3. The asphalt mixing device according to claim 1, characterized in that, The feed inlet (102) is detachably equipped with a feed cone (104).
4. An asphalt mixing device according to claim 1, characterized in that, The bottom end of the stirring chamber (101) is provided with a positioning sleeve (1011), and the bottom end of the rotating shaft (201) is rotatably inserted into the positioning sleeve (1011).
5. An asphalt mixing device according to claim 1, characterized in that, The transmission assembly includes a guide sleeve (204) and a guide rod (205); the guide sleeve (204) is coaxially sleeved on the rotating shaft (201) and connected to the top surface of the stirring chamber (101); the guide sleeve (204) has a wave guide groove (2041) with the ends connected along its circumference; the top of the connecting sleeve (202) is detachably provided with two sets of the guide rods (205); the top of each set of the guide rods (205) is provided with a guide ball (2051); the two sets of guide balls (2051) are slidably disposed in the wave guide groove (2041).
6. An asphalt mixing device according to claim 1, characterized in that, Two sets of limiting guide rails (2011) are arranged opposite each other on the circumference of the rotating shaft (201), and two sets of limiting guide grooves (2021) are opened opposite each other on the inner side of the connecting sleeve (202).

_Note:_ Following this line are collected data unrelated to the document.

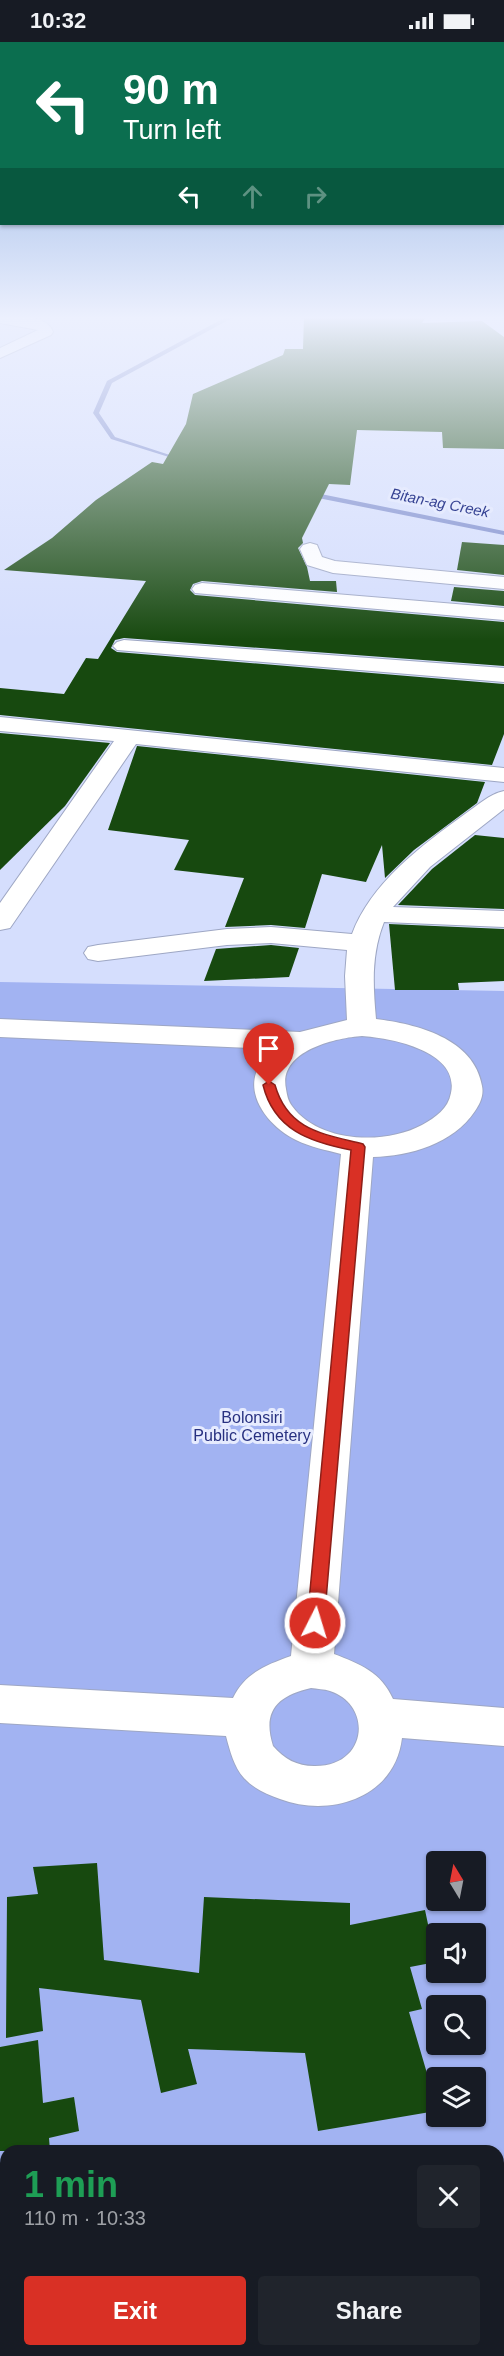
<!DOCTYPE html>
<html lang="en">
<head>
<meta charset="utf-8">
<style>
	:root { --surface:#171b24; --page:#20242c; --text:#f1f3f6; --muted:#9ea1a6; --accent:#d93025 }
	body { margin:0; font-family:Arial,sans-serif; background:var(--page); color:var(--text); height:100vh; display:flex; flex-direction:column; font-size:22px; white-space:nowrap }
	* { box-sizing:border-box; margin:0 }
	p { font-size:20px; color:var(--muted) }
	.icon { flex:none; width:33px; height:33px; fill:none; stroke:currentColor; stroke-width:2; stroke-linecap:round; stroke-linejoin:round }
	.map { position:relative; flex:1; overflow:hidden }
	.panel { position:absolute; left:0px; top:2103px; width:504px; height:212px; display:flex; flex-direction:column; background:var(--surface); border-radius:18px 18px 0 0; box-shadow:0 2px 4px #0004 }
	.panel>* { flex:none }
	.banner { position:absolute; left:0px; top:0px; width:504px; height:183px; box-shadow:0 2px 4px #0004; background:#0b6e4f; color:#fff; overflow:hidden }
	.needle { width:39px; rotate:350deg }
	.controls { position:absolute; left:426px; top:1809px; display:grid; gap:12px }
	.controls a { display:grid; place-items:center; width:60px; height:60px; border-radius:6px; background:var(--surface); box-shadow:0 2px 4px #0004; font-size:30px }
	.pin { position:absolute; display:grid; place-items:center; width:51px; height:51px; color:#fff; margin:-62px -26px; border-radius:50% 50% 50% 0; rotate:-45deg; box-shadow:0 0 6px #0007 }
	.pin .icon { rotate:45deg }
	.me { position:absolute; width:66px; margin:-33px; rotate:5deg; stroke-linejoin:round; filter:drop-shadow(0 0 4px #0008) }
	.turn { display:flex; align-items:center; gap:21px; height:126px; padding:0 24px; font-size:27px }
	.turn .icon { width:78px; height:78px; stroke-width:2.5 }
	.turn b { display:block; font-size:42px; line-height:51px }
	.lanes { display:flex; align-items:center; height:57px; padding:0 24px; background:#0003; justify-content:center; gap:30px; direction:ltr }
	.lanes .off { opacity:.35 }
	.round { display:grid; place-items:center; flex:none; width:63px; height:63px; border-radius:6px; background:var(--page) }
	.overview { display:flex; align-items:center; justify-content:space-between; height:102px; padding:0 24px }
	h1 { font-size:36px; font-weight:600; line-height:45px; color:#1e9e55 }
	.cta { display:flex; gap:12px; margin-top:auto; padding:12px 24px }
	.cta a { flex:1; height:69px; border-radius:6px; background:var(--accent); color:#fff; font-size:24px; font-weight:600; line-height:69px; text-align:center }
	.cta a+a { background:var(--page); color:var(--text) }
	.status { display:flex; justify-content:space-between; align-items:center; height:42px; padding:0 30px; background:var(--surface); direction:ltr }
	.status svg { height:16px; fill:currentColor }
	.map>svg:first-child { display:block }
</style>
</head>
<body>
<div class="status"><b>10:32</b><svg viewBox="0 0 49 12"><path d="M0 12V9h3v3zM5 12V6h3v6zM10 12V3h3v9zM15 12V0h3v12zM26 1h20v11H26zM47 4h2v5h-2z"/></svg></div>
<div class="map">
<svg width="504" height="2314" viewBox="0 0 504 2314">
	<rect width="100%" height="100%" fill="#d5defd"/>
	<path fill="#a2b3f2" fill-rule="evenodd" d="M0 940 504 949V2314H0ZM436 1820H476V1858H436ZM436 1892H476V1930H436ZM436 1964H476V2002H436ZM436 2036H476V2074H436ZM6 2109H498V2308H6Z"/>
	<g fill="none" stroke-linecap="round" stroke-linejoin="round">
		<g fill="#7787ca" fill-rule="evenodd">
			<path d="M226 275H234L112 341 99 371 115 395 185 418V420L111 397 93 371 107 339Z"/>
			<path d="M306 449 504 489V493L303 453 302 451Z"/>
		</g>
	</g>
	<g fill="#17490f">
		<path d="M304 275H426L422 281 482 279 504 295V407L443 406 442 390 357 388 350 443 329 442 302 496 303 501 298 506 307 525 310 539H336L337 550 202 539 193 542 190 548 195 553 504 580V624L124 596 115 598 111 606 117 610 504 642V692L492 723 0 673V646L64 652 86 616 98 617 146 539 4 528 52 496 96 458 152 420 163 422 186 382 193 352 283 313 285 307H303Z"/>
		<path d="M462 500 504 503V533L457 528Z"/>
		<path d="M454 545 504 549V564L451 559Z"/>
		<path d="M0 691 110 701 65 764 0 828Z"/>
		<path d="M137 704 485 740 477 761 414 808 385 836 382 803 366 840 322 832 305 886 271 883 225 885 244 836 174 828 189 798 108 788Z"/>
		<path d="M475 793 504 796V867L398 863 432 827Z"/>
		<path d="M389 882 504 887V939L458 941 459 948H395Z"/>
		<path d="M271 903 299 906 289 935 204 939 216 907Z"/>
		<path d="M97 1821 104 1918 199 1931 204 1855 350 1861V1883L425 1868 436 1920 410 1925 422 1967 409 1970 436 2062V2069L318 2089 305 2011 188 2007 197 2042 161 2051 141 1958 39 1946 43 1989 6 1996 7 1855 38 1852 33 1825Z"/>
		<path d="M38 1998 43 2061 74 2055 79 2089 49 2096 50 2109H0V2005Z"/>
	</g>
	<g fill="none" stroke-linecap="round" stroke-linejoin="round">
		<defs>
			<g id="minor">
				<path d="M0 275C16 275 47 272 53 290L51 293 0 316V306L38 288 0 281Z"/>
				<path d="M310 501 317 503 322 515 335 519 504 535V547L333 531 307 523 300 507 303 503Z"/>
				<path d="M202 541 504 566V578L195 551 192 547 195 543Z"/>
				<path d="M124 598 504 626V640L117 608 113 604 117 600Z"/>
				<path d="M0 675 504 726V740L136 702 10 886 0 888V861L114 699 0 689Z"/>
				<path d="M504 749V767L430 825 393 865 504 869V885L384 880C371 913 373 943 376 977 416 982 474 996 482 1044 484 1053 480 1062 475 1069 453 1102 410 1114 373 1115L334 1612C360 1622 381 1630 393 1657L504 1666V1704L402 1696C395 1756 330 1776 280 1757 267 1752 254 1747 244 1736 234 1725 230 1709 226 1694L0 1681V1643L233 1656C245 1631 266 1623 291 1614L341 1112C326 1108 310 1105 296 1098 271 1086 244 1055 258 1026 261 1019 268 1012 272 1007L0 995V977L300 990 347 978 345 934 347 908 271 901 227 903 98 919 88 917 84 911 88 905 98 903 227 887 271 885 352 892C371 841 422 803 465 772 477 764 489 752 504 749ZM362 994C391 996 460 1009 451 1051 448 1067 436 1075 422 1083 385 1103 319 1101 292 1064 288 1059 287 1053 286 1047 278 1009 335 996 362 994ZM311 1646C317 1647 324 1647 330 1649 373 1663 368 1725 314 1724 297 1724 284 1717 273 1704 262 1669 277 1654 311 1646Z"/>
			</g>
		</defs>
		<use href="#minor" stroke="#9ea7c4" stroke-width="2"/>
		<use href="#minor" fill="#fff" fill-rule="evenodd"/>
	</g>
	<linearGradient id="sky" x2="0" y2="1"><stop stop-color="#7ba2dc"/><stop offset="0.46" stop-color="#ecf0fe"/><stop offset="1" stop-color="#ecf0fe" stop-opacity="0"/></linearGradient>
	<rect width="504" height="599" fill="url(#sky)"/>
	<path fill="#d93025" stroke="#8d1f18" stroke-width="1.5" d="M269 1039 275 1043C288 1089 324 1092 363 1102L365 1105 324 1581 322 1586 315 1588 309 1586 307 1581 351 1108C310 1100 274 1088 263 1043Z"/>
	<g text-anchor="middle" stroke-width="6" stroke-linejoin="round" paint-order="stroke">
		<g font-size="15" font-style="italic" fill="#374494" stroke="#e6ebfe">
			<text transform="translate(440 461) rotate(11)" y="5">Bitan-ag Creek</text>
		</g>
		<g font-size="16" fill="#283180" stroke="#e6ebfe">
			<text x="252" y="1381">Bolonsiri<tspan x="252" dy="18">Public Cemetery</tspan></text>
		</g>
	</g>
</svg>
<div class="controls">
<a><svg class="needle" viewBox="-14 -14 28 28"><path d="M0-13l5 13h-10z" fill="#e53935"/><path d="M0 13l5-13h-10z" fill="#9ea1a6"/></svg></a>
<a><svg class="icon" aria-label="sound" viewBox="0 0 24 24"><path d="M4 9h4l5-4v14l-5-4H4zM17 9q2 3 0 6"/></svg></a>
<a><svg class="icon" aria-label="search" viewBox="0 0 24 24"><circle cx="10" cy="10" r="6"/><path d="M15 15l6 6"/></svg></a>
<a><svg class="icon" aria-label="layers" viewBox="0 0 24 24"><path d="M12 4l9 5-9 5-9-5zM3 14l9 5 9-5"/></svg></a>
</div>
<div class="pin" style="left:269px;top:1043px;background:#d93025"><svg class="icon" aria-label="arrive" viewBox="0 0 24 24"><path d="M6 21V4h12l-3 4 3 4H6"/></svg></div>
<svg class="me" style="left:315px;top:1581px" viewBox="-20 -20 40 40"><circle r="17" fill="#d93025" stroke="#fff" stroke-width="3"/><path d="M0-11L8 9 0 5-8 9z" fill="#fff"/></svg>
<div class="banner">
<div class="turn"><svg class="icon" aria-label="left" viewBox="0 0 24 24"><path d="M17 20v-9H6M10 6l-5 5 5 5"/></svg><div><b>90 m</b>Turn left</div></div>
<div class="lanes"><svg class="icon" aria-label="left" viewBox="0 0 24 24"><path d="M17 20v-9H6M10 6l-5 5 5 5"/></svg><svg class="icon off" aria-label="ahead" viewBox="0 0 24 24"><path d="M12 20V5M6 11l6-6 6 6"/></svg><svg class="icon off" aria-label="right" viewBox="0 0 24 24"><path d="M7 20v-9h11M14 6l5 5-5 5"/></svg></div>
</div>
<section class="panel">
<div class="overview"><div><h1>1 min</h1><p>110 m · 10:33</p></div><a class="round"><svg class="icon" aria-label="close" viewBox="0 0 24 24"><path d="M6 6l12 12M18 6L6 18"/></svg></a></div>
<div class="cta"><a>Exit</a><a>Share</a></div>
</section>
</div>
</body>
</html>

The two sets of limiting guide grooves (2021) can slide along the axial direction of the rotating shaft (201) on the two sets of limiting guide rails (2011).
7. An asphalt mixing device according to claim 2, characterized in that, The tank (11) is provided with heating tubes (105) spirally arranged around its circumference along its axial direction.
8. An asphalt mixing device according to claim 7, characterized in that, The tank body (11) is surrounded by an insulation layer (106), which covers the electric heating tube (105).
9. An asphalt mixing device according to claim 8, characterized in that, The tank (11) is provided with a protective cover (107) around its perimeter, and the protective cover (107) covers the insulation layer (106).